• WHAT TO WORK ON: Go through the data below and return each line containing the word "none".

[Dataset excerpts]
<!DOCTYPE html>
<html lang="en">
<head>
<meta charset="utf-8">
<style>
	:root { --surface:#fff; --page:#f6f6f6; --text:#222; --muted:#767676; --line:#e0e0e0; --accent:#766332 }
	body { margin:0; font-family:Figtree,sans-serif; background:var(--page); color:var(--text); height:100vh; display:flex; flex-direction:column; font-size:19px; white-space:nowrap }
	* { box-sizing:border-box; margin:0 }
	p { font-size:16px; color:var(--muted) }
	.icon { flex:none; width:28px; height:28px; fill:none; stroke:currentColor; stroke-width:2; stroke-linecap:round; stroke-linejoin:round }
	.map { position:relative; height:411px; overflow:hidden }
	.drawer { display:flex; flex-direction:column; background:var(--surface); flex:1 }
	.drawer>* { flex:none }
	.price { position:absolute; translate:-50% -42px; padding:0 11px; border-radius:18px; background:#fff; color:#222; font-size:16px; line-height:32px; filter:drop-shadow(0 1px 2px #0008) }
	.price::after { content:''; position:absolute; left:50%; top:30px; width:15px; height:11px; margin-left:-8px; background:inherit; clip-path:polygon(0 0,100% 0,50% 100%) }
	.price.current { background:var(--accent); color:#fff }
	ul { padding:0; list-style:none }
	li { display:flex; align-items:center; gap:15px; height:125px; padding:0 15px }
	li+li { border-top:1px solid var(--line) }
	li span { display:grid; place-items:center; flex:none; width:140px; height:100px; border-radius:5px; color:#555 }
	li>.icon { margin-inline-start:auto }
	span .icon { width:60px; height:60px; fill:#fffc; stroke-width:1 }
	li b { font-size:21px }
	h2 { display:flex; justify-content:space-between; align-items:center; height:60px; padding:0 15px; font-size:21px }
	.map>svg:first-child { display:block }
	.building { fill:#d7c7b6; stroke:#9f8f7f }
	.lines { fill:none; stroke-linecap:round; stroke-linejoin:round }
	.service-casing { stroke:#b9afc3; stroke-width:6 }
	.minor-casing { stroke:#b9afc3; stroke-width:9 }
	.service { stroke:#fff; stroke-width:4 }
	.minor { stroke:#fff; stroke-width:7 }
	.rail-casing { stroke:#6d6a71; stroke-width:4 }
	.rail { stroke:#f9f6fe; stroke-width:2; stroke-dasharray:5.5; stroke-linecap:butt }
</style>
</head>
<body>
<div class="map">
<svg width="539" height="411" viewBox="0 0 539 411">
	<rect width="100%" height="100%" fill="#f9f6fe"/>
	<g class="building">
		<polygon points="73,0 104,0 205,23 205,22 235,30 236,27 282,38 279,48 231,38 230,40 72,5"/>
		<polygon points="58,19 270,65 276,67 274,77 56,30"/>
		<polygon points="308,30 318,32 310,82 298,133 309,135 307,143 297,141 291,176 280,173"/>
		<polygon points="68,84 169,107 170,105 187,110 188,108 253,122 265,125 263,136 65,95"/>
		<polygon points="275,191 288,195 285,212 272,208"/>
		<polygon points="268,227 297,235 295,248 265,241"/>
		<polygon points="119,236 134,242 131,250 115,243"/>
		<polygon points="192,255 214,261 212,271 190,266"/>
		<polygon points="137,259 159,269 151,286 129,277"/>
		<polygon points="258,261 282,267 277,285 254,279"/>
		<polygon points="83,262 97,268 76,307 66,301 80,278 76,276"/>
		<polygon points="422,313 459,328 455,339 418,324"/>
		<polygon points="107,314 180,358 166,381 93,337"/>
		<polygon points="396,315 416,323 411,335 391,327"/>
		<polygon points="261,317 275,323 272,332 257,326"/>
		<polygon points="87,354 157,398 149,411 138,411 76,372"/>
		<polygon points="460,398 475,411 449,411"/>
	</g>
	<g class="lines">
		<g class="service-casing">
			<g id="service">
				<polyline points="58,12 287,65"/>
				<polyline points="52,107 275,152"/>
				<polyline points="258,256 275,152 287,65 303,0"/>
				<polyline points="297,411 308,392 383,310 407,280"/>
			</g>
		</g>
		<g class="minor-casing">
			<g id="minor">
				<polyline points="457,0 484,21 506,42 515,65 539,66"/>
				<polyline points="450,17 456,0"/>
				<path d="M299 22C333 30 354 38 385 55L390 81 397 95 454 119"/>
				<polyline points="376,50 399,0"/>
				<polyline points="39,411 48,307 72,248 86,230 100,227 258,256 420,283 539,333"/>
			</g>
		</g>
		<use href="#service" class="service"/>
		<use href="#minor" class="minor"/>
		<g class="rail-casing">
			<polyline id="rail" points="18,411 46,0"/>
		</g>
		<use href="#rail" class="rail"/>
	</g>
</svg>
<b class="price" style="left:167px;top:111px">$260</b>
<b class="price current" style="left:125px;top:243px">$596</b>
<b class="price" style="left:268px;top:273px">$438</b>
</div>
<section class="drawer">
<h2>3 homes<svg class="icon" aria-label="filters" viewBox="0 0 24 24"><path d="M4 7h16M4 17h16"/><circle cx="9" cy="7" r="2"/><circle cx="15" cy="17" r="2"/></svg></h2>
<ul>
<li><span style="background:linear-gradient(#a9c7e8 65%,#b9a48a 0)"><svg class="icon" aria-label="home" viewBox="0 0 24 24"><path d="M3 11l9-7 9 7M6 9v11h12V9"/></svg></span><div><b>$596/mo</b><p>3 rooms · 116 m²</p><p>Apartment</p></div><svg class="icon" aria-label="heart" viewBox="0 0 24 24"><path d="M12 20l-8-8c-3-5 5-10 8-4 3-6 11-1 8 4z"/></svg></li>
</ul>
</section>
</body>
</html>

• RESPONSE AREA:
	.icon { flex:none; width:28px; height:28px; fill:none; stroke:currentColor; stroke-width:2; stroke-linecap:round; stroke-linejoin:round }
	.drawer>* { flex:none }
	ul { padding:0; list-style:none }
	li span { display:grid; place-items:center; flex:none; width:140px; height:100px; border-radius:5px; color:#555 }
	.lines { fill:none; stroke-linecap:round; stroke-linejoin:round }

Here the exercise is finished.